1994 Daughters of Isis: Women of Ancient Egypt, Viking/Penguin 1994.
The women of Dynastic Egypt were a remarkable phenomenon in the ancient world. Subjected to none of the harsh restraints that Greek and Roman patriarchal tradition imposed on their womenfolk, Egyptian females were acknowledged to be full and independent members of society, capable of rational thought, and well able to account for the consequences of their own deeds. Any free-born woman was assured of her legal right to own and trade in property, initiate a court action and even live alone without the protection of a male guardian. Royal wives, mother and daughters enjoyed great influence and power in affairs of state, and a few unusually dominant women even managed to size the throne and rule their land as kings.

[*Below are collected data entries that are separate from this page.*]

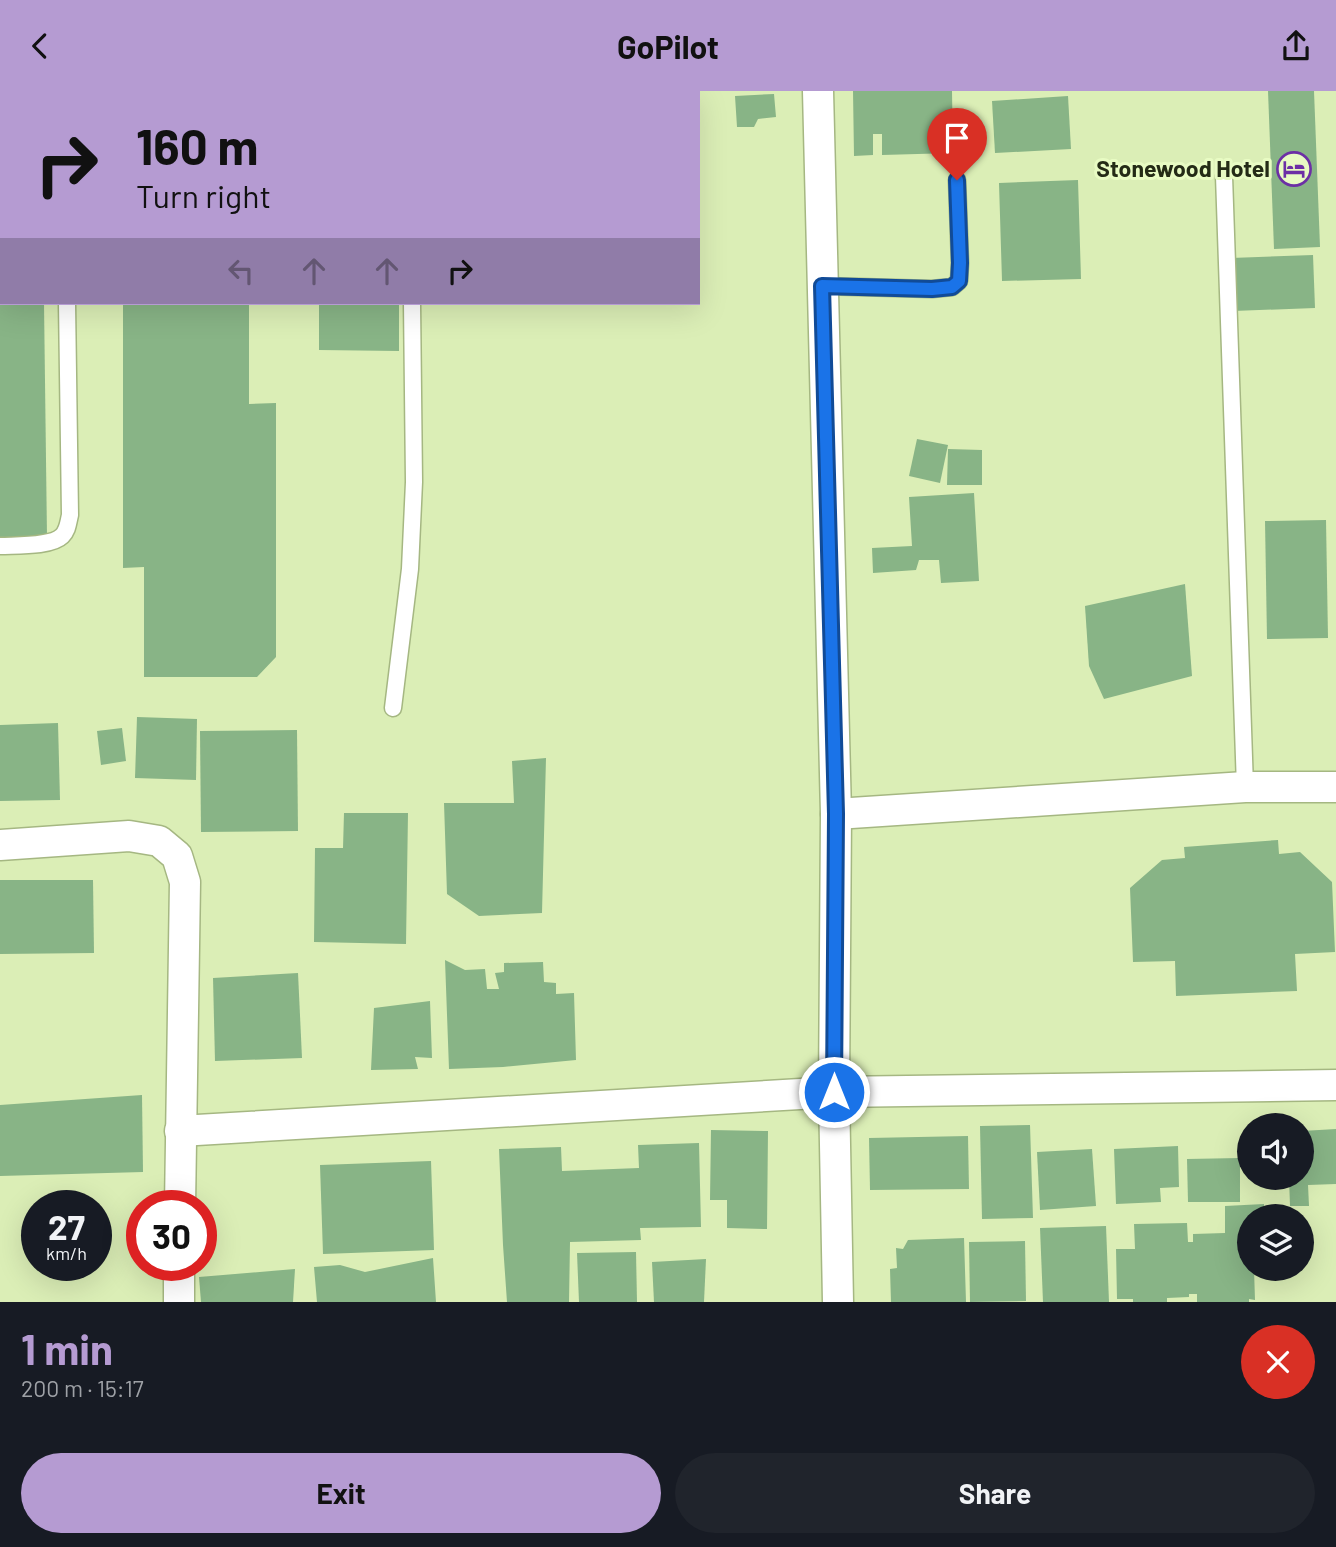 <!DOCTYPE html>
<meta charset="utf-8">
<style>
body{margin:0;font-family:Barlow,sans-serif;background:#20242c;color:#f1f3f6;height:100vh;display:flex;flex-direction:column;font-size:26px;white-space:nowrap}
*{box-sizing:border-box;margin:0}
p{font-size:23px;color:#9ea1a6}
.icon{flex:none;width:38px;height:38px;fill:none;stroke:currentColor;stroke-width:2;stroke-linecap:round;stroke-linejoin:round}
.map{position:relative;height:1211px;overflow:hidden}
.drawer{display:flex;flex-direction:column;background:#171b24;flex:1}
.drawer>*{flex:none}
.guide{position:absolute;left:0px;top:0px;width:700px;height:214px;box-shadow:0 7px 28px #0002;background:#b59bd2;color:#111;overflow:hidden}
.controls{position:absolute;left:1237px;top:1022px;display:grid;gap:14px}
.controls a{display:grid;place-items:center;width:77px;height:77px;border-radius:50%;background:#171b24;box-shadow:0 7px 28px #0002;font-size:35px}
.speed{position:absolute;left:21px;top:1099px;display:flex;gap:14px;font-size:35px;font-weight:700;text-align:center}
.speed>*{display:grid;place-content:center;width:91px;height:91px;border-radius:50%;background:#171b24;box-shadow:0 7px 28px #0002;line-height:1}
.speed small{font-size:18px;font-weight:400}
.speed .limit{border:10px solid #d22;background:#fff;color:#111}
.pin{position:absolute;display:grid;place-items:center;width:60px;height:60px;color:#fff;margin:-72px -30px;border-radius:50% 50% 50% 0;rotate:-45deg;box-shadow:0 0 7px #0007}
.pin .icon{rotate:45deg}
.me{position:absolute;width:77px;margin:-38px;rotate:0deg;stroke-linejoin:round;filter:drop-shadow(0 0 5px #0008)}
.turn{display:flex;align-items:center;gap:24px;height:147px;padding:0 21px;font-size:32px}
.turn .icon{width:91px;height:91px;stroke-width:2.5}
.turn b{display:block;font-size:49px;line-height:60px}
.lanes{display:flex;align-items:center;height:66px;padding:0 21px;background:#0003;justify-content:center;gap:35px;direction:ltr}
.lanes .off{opacity:.35}
.round{display:grid;place-items:center;flex:none;width:74px;height:74px;border-radius:37px;background:#20242c}
.headline{display:flex;align-items:center;justify-content:space-between;height:119px;padding:0 21px}
h1{font-size:42px;font-weight:700;line-height:52px;color:#b59bd2}
.primary-button{display:flex;gap:14px;margin-top:auto;padding:14px 21px}
.primary-button a{flex:1;height:80px;border-radius:42px;background:#b59bd2;color:#111;font-size:28px;font-weight:700;line-height:80px;text-align:center}
.primary-button a+a{background:#20242c;color:#f1f3f6}
header{display:flex;justify-content:space-between;align-items:center;height:91px;padding:0 21px;background:#b59bd2;color:#111;font-size:32px;font-weight:700}
.map>svg:first-child{display:block}
.building{fill:#88b486}
.lines{fill:none;stroke-linecap:round;stroke-linejoin:round}
.service-casing{stroke:#a5b782;stroke-width:19}
.minor-casing{stroke:#a5b782;stroke-width:33}
.service{stroke:#fff;stroke-width:16}
.minor{stroke:#fff;stroke-width:30}
.route-casing{stroke:#114b97;stroke-width:18}
.route{stroke:#1a73e8;stroke-width:12}
.labels{text-anchor:middle;stroke-width:6;stroke-linejoin:round;paint-order:stroke}
.poi-label{font-size:23px;font-weight:bold;fill:#242b16;stroke:#e8fbc3;text-anchor:end}
</style>
<header><svg class="icon" aria-label="back" viewBox="0 0 24 24"><path d="M15 5l-7 7 7 7"/></svg>GoPilot<svg class="icon" aria-label="share" viewBox="0 0 24 24"><path d="M12 15V3M7 8l5-5 5 5M5 13v7h14v-7"/></svg></header>
<div class="map">
<svg width="1336" height="1211" viewBox="0 0 1336 1211">
<rect width="100%" height="100%" fill="#dbeeb6"/>
<g class="building">
<path d="M853 0H952L953 62 882 64V43H873V64L854 65Z"/>
<path d="M1268 0H1314L1320 156 1274 158Z"/>
<path d="M774 3 776 26 758 28 754 36H737L735 5Z"/>
<path d="M1068 5 1071 58 995 62 992 10Z"/>
<path d="M1078 89 1081 188 1002 190 999 92Z"/>
<path d="M1313 164 1315 217 1233 220 1231 167Z"/>
<path d="M0 212H44L47 446H0Z"/>
<path d="M123 212H249V313L276 312V566L257 586H144V476L123 477Z"/>
<path d="M319 212H399V260L319 259Z"/>
<path d="M917 348 948 354 940 392 909 385Z"/>
<path d="M948 358 982 359V394H947Z"/>
<path d="M974 402 979 490 941 492 939 469H919L916 479 873 482 872 457 912 455 909 406Z"/>
<path d="M1326 429 1328 547 1267 548 1265 430Z"/>
<path d="M1185 493 1192 585 1104 608 1089 575 1085 515Z"/>
<path d="M137 626 197 628 196 689 135 687Z"/>
<path d="M58 632 60 709 0 710V634Z"/>
<path d="M122 637 126 670 101 674 97 640Z"/>
<path d="M297 639 298 740 201 741 200 640Z"/>
<path d="M546 667 542 822 479 825 447 803 444 712H514L512 670Z"/>
<path d="M344 722H408L406 853 314 851 315 757H343Z"/>
<path d="M1278 749 1279 763 1300 761 1332 791 1335 861 1295 863 1297 900 1176 905 1175 870 1133 871 1130 797 1162 769 1185 767 1184 756Z"/>
<path d="M0 789H93L94 862 0 863Z"/>
<path d="M445 869 465 879 485 878 487 898H499L495 882 504 881V872L543 871 544 891 556 892V903L574 902 576 969 503 976 449 978Z"/>
<path d="M298 882 302 967 215 970 213 887Z"/>
<path d="M430 910 432 967 415 966 418 978 371 979 374 917Z"/>
<path d="M142 1004 143 1081 0 1085V1014Z"/>
<path d="M1030 1034 1033 1127 982 1128 980 1035Z"/>
<path d="M1336 1038V1093L1308 1094 1309 1115H1290L1289 1087H1302V1040Z"/>
<path d="M711 1039 768 1040 767 1138 727 1137V1109H710Z"/>
<path d="M968 1045 969 1098 870 1099 869 1047Z"/>
<path d="M699 1052 701 1136 640 1137 641 1149 570 1151 569 1211H507L503 1154 499 1058 561 1056 562 1080 639 1077 638 1054Z"/>
<path d="M1178 1055 1179 1096 1160 1097 1161 1111 1116 1113 1114 1058Z"/>
<path d="M1092 1058 1096 1115 1040 1119 1037 1061Z"/>
<path d="M1240 1067V1111H1188L1187 1068Z"/>
<path d="M431 1070 434 1159 323 1163 320 1074Z"/>
<path d="M1264 1113V1125H1250V1178H1254L1255 1209 1249 1208V1211H1197V1203H1189V1206L1167 1207V1211H1133V1208H1117L1116 1158H1135L1134 1133 1187 1132 1188 1151H1193V1143L1225 1142V1115Z"/>
<path d="M1106 1135 1109 1211H1043L1040 1137Z"/>
<path d="M964 1147 966 1211H891L890 1178 897 1177 896 1157 903 1158 908 1149Z"/>
<path d="M1025 1150 1026 1210 970 1211 969 1151Z"/>
<path d="M636 1161 637 1211H579L577 1162Z"/>
<path d="M433 1167 436 1211H317L314 1176 340 1174 365 1181Z"/>
<path d="M706 1168 704 1211H654L652 1171Z"/>
<path d="M295 1178 293 1211H201L199 1186Z"/>
</g>
<g class="lines">
<g class="service-casing">
<g id="service">
<path d="M592 0V2"/>
<path d="M689 0V2"/>
<path d="M416 2V0"/>
<path d="M0 33H2"/>
<path d="M1224 85 1245 696"/>
<path d="M822 195 932 198 952 196 959 190 960 172 957 89"/>
<path d="M0 455C15 454 51 456 62 445 68 439 68 432 70 424L67 212"/>
<path d="M393 617 410 478 414 391 412 212"/>
</g>
</g>
<g class="minor-casing">
<g id="minor">
<path d="M818 0 836 723 834 1001 838 1211"/>
<path d="M836 723 1245 696H1336"/>
<path d="M0 754 129 745 159 750 177 765 185 791 180 1115"/>
<path d="M180 1040 834 1001 1336 994"/>
<path d="M179 1211V1174"/>
</g>
</g>
<use href="#service" class="service"/>
<use href="#minor" class="minor"/>
</g>
<g class="lines">
<g class="route-casing">
<path id="route" d="M834 1001 836 723 822 195 932 198 952 196 959 190 960 172 957 89"/>
</g>
<use href="#route" class="route"/>
</g>
<defs>
<g id="hotel-ring" transform="scale(1.75)"><circle r="9.5" fill="#e8fbc3" stroke="#6c2fa5" stroke-width="1.5"/><path d="M-6-4.5h1.5V1H6V5H4.5V3h-9V5H-6ZM-4 0a1.8 1.8 0 1 1 3.6 0ZM.5 0V-2.5h3Q6-2.5 6 0Z" fill="#6c2fa5"/></g>
</defs>
<g fill-rule="evenodd">
<use href="#hotel-ring" x="1294" y="78"/>
</g>
<g class="labels">
<g class="poi-label">
<text x="1270" y="86">Stonewood Hotel</text>
</g>
</g>
</svg>
<div class="controls">
<a><svg class="icon" aria-label="sound" viewBox="0 0 24 24"><path d="M4 9h4l5-4v14l-5-4H4zM17 9q2 3 0 6"/></svg></a>
<a><svg class="icon" aria-label="layers" viewBox="0 0 24 24"><path d="M12 4l9 5-9 5-9-5zM3 14l9 5 9-5"/></svg></a>
</div>
<div class="speed"><div>27<small>km/h</small></div><div class="limit">30</div></div>
<div class="pin" style="left:957px;top:89px;background:#d93025"><svg class="icon" aria-label="arrive" viewBox="0 0 24 24"><path d="M6 21V4h12l-3 4 3 4H6"/></svg></div>
<svg class="me" style="left:834px;top:1001px" viewBox="-20 -20 40 40"><circle r="17" fill="#1a73e8" stroke="#fff" stroke-width="3"/><path d="M0-11L8 9 0 5-8 9z" fill="#fff"/></svg>
<div class="guide">
<div class="turn"><svg class="icon" aria-label="right" viewBox="0 0 24 24"><path d="M7 20v-9h11M14 6l5 5-5 5"/></svg><div><b>160 m</b>Turn right</div></div>
<div class="lanes"><svg class="icon off" aria-label="left" viewBox="0 0 24 24"><path d="M17 20v-9H6M10 6l-5 5 5 5"/></svg><svg class="icon off" aria-label="ahead" viewBox="0 0 24 24"><path d="M12 20V5M6 11l6-6 6 6"/></svg><svg class="icon off" aria-label="ahead" viewBox="0 0 24 24"><path d="M12 20V5M6 11l6-6 6 6"/></svg><svg class="icon" aria-label="right" viewBox="0 0 24 24"><path d="M7 20v-9h11M14 6l5 5-5 5"/></svg></div>
</div>
</div>
<section class="drawer">
<div class="headline"><div><h1>1 min</h1><p>200 m · 15:17</p></div><a class="round" style="background:#d93025;color:#fff"><svg class="icon" aria-label="close" viewBox="0 0 24 24"><path d="M6 6l12 12M18 6L6 18"/></svg></a></div>
<div class="primary-button"><a>Exit</a><a>Share</a></div>
</section>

This book considers the daily routine of dynastic Egypt from a female viewpoint, using a combination of historical, archaeological and ethnographic evidence to review those aspects of life most relevant to women. Marriage and motherhood, employment prospects and housework, religion and death are all discussed in detail, while two chapters are devoted to the royal harem and the semi-divine king-queens who owned their land and everything in it. The Egyptian woman emerges from this balanced and sympathetic study as a vivid and influential figure. Her story makes fascinating reading, providing a mine of information for anyone interested in the daily life of ancient Egypt.